McGraw-Hill Dictionary of Scientific & Technical Terms, 6E, Copyright © 2003 by The McGraw-Hill Companies, Inc.
The following article is from The Great Soviet Encyclopedia (1979). It might be outdated or ideologically biased.

Coenocyte

 

in animals, a type of tissue structure characterized by the absence of cell boundaries and the distribution of nuclei in a dense mass of cytoplasm. Examples of coenocytes include striated muscle fibers, the embryos of certain insects in the early stages of development, and certain protozoans, including many infusorians. Some tissues, for example, the epithelial intestinal lining of many mollusks and insects, have alternating cellular and coenocytic structures at various stages of digestion. A coenocyte may be formed by cell fusion or by the multiplication of nuclei without subsequent plasmotomy or cytotomy.

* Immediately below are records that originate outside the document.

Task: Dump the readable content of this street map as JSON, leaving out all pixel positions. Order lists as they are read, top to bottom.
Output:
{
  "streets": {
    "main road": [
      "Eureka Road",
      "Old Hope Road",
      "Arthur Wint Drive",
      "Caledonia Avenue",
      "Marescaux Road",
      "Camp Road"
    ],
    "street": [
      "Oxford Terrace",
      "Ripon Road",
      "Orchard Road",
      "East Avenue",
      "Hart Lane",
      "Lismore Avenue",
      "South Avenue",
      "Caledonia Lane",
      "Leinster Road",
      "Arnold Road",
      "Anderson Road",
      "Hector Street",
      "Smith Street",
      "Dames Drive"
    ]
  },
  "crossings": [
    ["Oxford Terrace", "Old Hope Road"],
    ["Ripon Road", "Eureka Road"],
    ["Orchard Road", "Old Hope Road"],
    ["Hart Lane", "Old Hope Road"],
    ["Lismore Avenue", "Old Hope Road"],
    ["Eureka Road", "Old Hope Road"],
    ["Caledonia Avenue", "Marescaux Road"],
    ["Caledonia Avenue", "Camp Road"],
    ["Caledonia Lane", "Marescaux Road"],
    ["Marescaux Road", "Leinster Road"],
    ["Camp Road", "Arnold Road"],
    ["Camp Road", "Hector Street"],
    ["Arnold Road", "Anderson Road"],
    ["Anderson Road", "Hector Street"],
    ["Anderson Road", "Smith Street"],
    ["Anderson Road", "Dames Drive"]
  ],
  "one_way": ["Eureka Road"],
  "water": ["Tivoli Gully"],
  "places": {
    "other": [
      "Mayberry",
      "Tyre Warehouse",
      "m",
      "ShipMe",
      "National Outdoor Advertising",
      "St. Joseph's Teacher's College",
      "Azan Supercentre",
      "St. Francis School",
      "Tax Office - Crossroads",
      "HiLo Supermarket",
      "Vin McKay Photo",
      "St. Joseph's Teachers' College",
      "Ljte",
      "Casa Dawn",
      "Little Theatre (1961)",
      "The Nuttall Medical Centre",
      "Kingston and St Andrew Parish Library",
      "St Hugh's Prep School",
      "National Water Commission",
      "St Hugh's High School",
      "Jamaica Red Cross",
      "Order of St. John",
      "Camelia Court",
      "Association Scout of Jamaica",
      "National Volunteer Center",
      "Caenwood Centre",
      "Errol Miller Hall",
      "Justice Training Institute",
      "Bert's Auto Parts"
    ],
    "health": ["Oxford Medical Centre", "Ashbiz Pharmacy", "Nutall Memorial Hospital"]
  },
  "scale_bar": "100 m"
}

In plants the polynuclear protoplast of organisms having no cell structure, for example, Caulerpa, is referred to as either a coenocyte or syncytium. In multicellular plants the term “coenocyte” refers to the protoplasmic contents (including nuclei) of fused cells, for example, jointed lactiferous vessels, as well as to the aggregate of protoplasts connected by protoplasmic threads (plasmodesmata).